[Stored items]
_ _ _ _ _ _ _
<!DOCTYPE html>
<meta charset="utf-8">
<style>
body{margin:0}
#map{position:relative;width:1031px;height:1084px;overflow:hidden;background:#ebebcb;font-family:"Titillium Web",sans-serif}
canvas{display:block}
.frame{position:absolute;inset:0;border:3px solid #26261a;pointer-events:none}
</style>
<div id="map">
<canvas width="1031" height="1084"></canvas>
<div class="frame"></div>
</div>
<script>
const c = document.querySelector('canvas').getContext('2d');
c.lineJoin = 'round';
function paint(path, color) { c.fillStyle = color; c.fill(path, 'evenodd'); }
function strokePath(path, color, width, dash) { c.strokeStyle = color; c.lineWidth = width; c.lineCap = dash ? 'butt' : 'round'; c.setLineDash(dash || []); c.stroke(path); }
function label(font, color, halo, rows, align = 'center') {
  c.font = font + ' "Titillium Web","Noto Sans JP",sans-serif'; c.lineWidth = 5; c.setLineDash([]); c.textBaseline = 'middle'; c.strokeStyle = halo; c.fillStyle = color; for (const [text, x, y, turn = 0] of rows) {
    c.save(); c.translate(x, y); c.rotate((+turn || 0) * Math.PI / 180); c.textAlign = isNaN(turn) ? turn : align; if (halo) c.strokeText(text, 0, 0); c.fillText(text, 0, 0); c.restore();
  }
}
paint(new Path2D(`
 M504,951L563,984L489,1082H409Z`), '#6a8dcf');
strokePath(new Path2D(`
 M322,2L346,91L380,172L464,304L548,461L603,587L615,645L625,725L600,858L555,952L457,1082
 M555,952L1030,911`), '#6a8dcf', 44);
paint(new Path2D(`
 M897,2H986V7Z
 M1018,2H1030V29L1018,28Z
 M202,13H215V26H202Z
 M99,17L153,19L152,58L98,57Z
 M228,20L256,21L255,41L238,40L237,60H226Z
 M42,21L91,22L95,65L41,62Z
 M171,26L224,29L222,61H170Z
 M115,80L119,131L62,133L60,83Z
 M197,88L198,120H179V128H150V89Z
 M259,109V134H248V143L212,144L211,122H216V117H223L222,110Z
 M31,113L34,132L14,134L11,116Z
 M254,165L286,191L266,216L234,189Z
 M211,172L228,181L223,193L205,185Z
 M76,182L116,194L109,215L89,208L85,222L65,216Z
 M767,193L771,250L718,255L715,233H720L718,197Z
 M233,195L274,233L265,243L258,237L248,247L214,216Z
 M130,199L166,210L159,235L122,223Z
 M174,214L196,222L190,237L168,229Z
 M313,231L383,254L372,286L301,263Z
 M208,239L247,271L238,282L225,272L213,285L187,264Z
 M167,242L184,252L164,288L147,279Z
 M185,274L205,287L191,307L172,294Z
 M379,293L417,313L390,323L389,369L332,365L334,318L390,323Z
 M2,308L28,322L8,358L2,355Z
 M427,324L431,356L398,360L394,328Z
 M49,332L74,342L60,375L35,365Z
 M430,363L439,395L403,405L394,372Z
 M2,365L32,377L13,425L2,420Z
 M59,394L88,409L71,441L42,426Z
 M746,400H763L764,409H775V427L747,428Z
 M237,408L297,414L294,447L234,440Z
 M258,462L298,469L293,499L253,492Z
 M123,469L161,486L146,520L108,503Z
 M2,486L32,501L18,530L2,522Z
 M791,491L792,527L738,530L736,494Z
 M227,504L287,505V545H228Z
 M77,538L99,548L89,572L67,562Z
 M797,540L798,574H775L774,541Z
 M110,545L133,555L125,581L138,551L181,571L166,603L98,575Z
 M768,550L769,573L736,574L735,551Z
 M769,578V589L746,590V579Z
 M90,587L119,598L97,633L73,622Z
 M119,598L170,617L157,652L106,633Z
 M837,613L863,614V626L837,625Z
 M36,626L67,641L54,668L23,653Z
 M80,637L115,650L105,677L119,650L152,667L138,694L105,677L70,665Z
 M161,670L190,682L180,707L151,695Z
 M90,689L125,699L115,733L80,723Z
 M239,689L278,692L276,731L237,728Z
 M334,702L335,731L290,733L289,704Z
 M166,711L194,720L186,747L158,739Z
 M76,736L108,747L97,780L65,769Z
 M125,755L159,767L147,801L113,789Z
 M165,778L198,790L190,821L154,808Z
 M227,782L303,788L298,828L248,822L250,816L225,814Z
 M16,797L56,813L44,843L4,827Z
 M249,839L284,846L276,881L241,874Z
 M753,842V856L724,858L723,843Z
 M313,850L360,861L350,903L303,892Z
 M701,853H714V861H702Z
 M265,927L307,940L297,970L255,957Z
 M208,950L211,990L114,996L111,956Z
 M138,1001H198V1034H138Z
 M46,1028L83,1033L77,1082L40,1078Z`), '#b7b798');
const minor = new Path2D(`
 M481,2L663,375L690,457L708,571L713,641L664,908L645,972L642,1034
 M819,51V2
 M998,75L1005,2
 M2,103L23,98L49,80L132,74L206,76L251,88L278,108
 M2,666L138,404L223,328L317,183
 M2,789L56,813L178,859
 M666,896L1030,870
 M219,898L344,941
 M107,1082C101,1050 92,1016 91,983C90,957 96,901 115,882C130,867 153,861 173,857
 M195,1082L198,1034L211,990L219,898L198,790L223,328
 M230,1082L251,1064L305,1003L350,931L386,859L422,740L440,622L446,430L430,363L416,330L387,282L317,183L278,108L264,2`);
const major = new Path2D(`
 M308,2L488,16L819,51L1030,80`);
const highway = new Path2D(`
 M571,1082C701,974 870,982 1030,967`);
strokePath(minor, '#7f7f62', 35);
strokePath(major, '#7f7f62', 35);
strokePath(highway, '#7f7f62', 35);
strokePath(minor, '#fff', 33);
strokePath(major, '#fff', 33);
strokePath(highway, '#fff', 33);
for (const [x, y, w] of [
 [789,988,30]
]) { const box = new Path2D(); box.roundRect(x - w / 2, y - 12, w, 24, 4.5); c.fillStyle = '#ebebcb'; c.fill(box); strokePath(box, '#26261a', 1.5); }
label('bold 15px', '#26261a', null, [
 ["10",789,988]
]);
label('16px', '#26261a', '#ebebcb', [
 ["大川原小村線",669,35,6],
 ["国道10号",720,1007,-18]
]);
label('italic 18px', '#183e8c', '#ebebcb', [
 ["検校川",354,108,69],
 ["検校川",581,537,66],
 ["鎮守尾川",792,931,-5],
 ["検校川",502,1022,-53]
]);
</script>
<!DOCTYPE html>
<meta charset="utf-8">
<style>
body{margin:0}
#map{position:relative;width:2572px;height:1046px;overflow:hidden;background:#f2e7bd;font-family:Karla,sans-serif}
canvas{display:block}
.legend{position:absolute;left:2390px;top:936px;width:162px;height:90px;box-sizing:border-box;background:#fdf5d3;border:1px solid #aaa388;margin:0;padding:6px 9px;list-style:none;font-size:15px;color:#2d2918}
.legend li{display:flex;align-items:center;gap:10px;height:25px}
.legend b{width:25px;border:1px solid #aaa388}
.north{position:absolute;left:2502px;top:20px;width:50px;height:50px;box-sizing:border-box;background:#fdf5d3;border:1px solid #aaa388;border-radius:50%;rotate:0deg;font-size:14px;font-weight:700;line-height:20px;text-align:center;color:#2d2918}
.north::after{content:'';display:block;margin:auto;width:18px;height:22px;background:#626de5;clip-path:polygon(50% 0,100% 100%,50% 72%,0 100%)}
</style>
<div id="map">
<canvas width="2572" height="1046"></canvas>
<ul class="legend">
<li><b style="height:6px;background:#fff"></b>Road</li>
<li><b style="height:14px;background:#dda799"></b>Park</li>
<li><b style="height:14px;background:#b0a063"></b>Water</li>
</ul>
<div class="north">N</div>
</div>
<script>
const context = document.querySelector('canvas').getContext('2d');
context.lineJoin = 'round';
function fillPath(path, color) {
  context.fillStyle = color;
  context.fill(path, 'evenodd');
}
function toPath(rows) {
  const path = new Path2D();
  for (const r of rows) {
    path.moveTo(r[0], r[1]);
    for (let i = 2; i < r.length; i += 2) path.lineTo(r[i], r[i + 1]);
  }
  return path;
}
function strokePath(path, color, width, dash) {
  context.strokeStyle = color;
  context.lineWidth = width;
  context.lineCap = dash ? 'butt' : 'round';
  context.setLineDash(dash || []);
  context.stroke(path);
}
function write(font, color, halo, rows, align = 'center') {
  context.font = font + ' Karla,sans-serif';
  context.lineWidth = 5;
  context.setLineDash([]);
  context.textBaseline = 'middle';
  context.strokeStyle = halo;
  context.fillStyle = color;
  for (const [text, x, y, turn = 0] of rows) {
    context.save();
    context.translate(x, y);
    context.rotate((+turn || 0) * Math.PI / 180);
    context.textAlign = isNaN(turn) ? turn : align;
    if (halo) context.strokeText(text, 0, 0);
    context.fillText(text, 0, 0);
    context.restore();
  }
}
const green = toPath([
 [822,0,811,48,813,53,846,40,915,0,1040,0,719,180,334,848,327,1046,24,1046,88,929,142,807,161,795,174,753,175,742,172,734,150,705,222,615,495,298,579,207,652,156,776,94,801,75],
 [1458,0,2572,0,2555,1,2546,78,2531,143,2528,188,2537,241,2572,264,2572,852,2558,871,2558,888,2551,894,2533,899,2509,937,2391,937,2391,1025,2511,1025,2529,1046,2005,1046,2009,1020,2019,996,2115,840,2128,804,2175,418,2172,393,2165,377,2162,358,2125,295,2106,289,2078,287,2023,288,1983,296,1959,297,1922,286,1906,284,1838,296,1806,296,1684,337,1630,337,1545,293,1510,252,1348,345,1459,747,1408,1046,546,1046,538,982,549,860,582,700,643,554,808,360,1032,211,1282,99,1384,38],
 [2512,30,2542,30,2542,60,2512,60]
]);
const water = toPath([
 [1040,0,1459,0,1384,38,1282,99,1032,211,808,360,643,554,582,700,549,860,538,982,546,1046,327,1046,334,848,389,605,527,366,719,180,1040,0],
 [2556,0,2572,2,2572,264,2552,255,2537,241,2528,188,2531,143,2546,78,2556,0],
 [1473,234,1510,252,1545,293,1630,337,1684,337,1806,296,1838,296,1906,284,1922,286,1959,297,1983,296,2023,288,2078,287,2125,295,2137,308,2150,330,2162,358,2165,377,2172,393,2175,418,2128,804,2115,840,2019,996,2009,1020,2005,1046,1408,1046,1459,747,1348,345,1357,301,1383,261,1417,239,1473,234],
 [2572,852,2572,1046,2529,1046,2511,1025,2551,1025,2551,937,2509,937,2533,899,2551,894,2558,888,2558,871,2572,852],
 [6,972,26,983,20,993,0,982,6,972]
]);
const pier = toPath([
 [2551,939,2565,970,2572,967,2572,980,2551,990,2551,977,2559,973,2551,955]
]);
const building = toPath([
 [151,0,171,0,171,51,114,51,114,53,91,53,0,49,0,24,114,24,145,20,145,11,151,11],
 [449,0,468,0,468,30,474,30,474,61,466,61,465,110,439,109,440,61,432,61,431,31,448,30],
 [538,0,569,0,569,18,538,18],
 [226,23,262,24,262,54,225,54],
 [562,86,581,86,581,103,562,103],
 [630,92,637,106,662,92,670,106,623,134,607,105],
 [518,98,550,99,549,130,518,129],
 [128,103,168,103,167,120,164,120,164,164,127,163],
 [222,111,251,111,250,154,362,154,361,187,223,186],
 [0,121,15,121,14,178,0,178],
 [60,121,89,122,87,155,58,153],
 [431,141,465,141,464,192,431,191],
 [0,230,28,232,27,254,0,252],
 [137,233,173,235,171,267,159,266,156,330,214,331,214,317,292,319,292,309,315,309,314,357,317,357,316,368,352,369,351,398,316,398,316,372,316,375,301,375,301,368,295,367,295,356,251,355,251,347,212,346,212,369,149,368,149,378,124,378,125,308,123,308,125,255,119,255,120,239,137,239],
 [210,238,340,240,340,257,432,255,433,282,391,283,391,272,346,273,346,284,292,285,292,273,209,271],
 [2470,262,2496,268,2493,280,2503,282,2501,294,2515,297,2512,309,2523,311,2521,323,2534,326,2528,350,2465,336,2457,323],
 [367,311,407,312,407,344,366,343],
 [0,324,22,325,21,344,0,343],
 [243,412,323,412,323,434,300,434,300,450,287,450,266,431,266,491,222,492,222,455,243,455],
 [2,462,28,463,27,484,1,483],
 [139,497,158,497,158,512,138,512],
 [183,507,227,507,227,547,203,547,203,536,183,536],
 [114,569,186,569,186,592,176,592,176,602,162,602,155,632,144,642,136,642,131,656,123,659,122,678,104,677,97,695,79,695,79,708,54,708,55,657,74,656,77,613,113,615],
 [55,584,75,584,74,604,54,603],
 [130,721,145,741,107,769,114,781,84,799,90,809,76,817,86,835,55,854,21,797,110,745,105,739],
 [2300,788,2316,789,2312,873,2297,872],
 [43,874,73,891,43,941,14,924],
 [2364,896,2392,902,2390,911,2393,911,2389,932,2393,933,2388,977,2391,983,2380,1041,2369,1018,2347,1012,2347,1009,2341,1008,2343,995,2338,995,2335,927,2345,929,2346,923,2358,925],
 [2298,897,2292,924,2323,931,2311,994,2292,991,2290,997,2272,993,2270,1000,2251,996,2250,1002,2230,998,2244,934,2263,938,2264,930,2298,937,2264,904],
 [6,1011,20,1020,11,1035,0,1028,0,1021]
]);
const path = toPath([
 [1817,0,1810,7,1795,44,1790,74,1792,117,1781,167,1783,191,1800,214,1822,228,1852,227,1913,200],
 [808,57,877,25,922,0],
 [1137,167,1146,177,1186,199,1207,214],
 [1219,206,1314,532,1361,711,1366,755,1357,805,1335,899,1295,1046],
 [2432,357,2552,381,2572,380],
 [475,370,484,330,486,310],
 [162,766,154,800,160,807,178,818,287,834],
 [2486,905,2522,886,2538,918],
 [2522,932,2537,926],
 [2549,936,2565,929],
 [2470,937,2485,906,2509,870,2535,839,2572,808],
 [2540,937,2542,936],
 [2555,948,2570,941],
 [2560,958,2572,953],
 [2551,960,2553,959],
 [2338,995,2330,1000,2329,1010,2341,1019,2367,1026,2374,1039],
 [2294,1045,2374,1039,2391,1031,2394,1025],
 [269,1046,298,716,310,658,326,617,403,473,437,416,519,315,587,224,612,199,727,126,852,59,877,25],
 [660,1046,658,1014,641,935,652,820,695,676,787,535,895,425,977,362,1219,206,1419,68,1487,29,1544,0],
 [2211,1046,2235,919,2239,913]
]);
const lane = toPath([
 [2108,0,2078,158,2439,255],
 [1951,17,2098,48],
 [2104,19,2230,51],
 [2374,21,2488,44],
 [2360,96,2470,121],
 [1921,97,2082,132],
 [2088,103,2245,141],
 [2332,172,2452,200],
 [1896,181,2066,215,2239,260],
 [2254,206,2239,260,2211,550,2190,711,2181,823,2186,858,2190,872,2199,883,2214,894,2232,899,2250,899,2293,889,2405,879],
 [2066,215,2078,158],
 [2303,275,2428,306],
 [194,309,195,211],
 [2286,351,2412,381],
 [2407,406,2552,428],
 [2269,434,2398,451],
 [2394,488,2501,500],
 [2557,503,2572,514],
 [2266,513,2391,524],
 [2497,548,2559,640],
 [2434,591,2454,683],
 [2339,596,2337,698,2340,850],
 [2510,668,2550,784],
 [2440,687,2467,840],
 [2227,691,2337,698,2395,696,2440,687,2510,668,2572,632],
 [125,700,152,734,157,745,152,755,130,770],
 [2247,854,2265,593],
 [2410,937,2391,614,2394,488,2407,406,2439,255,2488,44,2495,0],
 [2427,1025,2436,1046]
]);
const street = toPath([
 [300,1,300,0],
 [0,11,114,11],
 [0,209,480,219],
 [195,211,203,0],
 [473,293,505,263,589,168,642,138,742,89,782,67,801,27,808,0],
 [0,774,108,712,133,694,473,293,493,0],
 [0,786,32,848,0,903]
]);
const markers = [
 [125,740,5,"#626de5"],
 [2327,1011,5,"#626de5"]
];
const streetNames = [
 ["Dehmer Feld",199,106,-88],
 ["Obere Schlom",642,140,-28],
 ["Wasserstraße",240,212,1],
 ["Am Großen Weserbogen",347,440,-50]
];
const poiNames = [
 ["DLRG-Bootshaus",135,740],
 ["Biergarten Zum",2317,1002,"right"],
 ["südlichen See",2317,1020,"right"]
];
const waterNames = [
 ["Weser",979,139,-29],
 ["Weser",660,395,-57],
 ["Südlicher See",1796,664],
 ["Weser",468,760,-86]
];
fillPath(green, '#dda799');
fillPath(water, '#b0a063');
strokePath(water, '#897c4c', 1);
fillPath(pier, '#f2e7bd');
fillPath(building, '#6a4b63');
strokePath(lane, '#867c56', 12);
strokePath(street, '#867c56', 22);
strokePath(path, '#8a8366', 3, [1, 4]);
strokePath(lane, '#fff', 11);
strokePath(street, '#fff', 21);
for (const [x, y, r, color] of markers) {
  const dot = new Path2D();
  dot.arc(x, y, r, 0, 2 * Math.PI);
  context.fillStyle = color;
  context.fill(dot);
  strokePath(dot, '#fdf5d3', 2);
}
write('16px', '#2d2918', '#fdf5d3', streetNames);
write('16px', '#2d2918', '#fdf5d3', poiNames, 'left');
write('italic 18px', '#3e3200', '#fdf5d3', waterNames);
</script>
_ _ _ _ _ _ _
§ Action item:
Among the entries above, find the line with "M77,538L99,548L89,572L67,562Z" and the line with "strokePath(highway, '#fff', 33);"; give again exactly these two lines and all lines between them.

§ Result below:
 M77,538L99,548L89,572L67,562Z
 M797,540L798,574H775L774,541Z
 M110,545L133,555L125,581L138,551L181,571L166,603L98,575Z
 M768,550L769,573L736,574L735,551Z
 M769,578V589L746,590V579Z
 M90,587L119,598L97,633L73,622Z
 M119,598L170,617L157,652L106,633Z
 M837,613L863,614V626L837,625Z
 M36,626L67,641L54,668L23,653Z
 M80,637L115,650L105,677L119,650L152,667L138,694L105,677L70,665Z
 M161,670L190,682L180,707L151,695Z
 M90,689L125,699L115,733L80,723Z
 M239,689L278,692L276,731L237,728Z
 M334,702L335,731L290,733L289,704Z
 M166,711L194,720L186,747L158,739Z
 M76,736L108,747L97,780L65,769Z
 M125,755L159,767L147,801L113,789Z
 M165,778L198,790L190,821L154,808Z
 M227,782L303,788L298,828L248,822L250,816L225,814Z
 M16,797L56,813L44,843L4,827Z
 M249,839L284,846L276,881L241,874Z
 M753,842V856L724,858L723,843Z
 M313,850L360,861L350,903L303,892Z
 M701,853H714V861H702Z
 M265,927L307,940L297,970L255,957Z
 M208,950L211,990L114,996L111,956Z
 M138,1001H198V1034H138Z
 M46,1028L83,1033L77,1082L40,1078Z`), '#b7b798');
const minor = new Path2D(`
 M481,2L663,375L690,457L708,571L713,641L664,908L645,972L642,1034
 M819,51V2
 M998,75L1005,2
 M2,103L23,98L49,80L132,74L206,76L251,88L278,108
 M2,666L138,404L223,328L317,183
 M2,789L56,813L178,859
 M666,896L1030,870
 M219,898L344,941
 M107,1082C101,1050 92,1016 91,983C90,957 96,901 115,882C130,867 153,861 173,857
 M195,1082L198,1034L211,990L219,898L198,790L223,328
 M230,1082L251,1064L305,1003L350,931L386,859L422,740L440,622L446,430L430,363L416,330L387,282L317,183L278,108L264,2`);
const major = new Path2D(`
 M308,2L488,16L819,51L1030,80`);
const highway = new Path2D(`
 M571,1082C701,974 870,982 1030,967`);
strokePath(minor, '#7f7f62', 35);
strokePath(major, '#7f7f62', 35);
strokePath(highway, '#7f7f62', 35);
strokePath(minor, '#fff', 33);
strokePath(major, '#fff', 33);
strokePath(highway, '#fff', 33);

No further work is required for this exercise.